Course details

Name: ENGL - 560

Title: MODERN AMERICAN FICTION

Section: 01

Semester: Spring - 2020

Credits: 3

Description:
N.B. This course will be offered at Clifton High School.

In the early 20th century, both American literature and the broader culture of which it is a part changed dramatically. The era that we now refer to as “modernism” brought changes in both the form and the content of literary fiction. American fiction, often under the influence of groundbreaking European writers, experimented with language, character, and plot. At the same time, it addressed a many facets of a rapidly changing society: new understandings of gender and sexuality; the ongoing racial struggles of American society; the rise (and threat) of fascism, communism, and other alternatives to liberal democracy; new media technologies such as film and radio; and of course two world wars.

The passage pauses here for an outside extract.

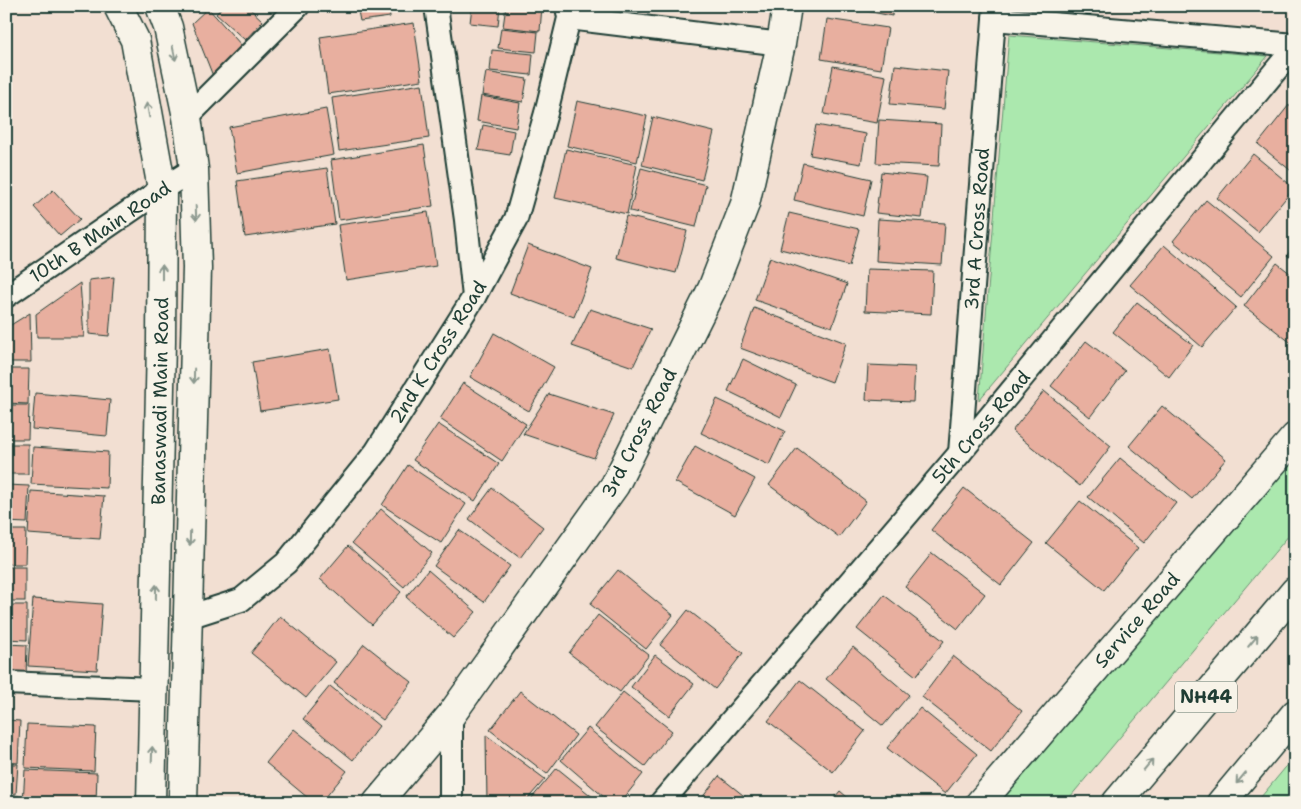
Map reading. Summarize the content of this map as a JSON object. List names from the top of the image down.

Maybe forty years ago, critical opinion held that modern American fiction centered on a few key, canonical writers—men (and they were usually men) like Ernest Hemingway, William Faulkner, and F. Scott Fitzgerald. Since then, our understanding of the era has developed enormously, and scholars now give attention to writers of the Harlem Renaissance, women writers, queer writers, and others whose contributions have been undervalued.

This course will seek to understand important trends from this formative period in American fiction through a syllabus that includes both some highly canonical names and some perhaps less-studied texts and authors. Novels we will read may include: Stein, Three Lives; Cather, My Antonia, Fitzgerald, The Great Gatsby; Faulkner, The Sound and the Fury; Hurston, Their Eyes Were Watching God; Schuyler, Black No More; Loos, Gentlemen Prefer Blondes; Ellison, Invisible Man.

Last updated on 2019-10-10 By Greenberg Jonathan (greenbergj)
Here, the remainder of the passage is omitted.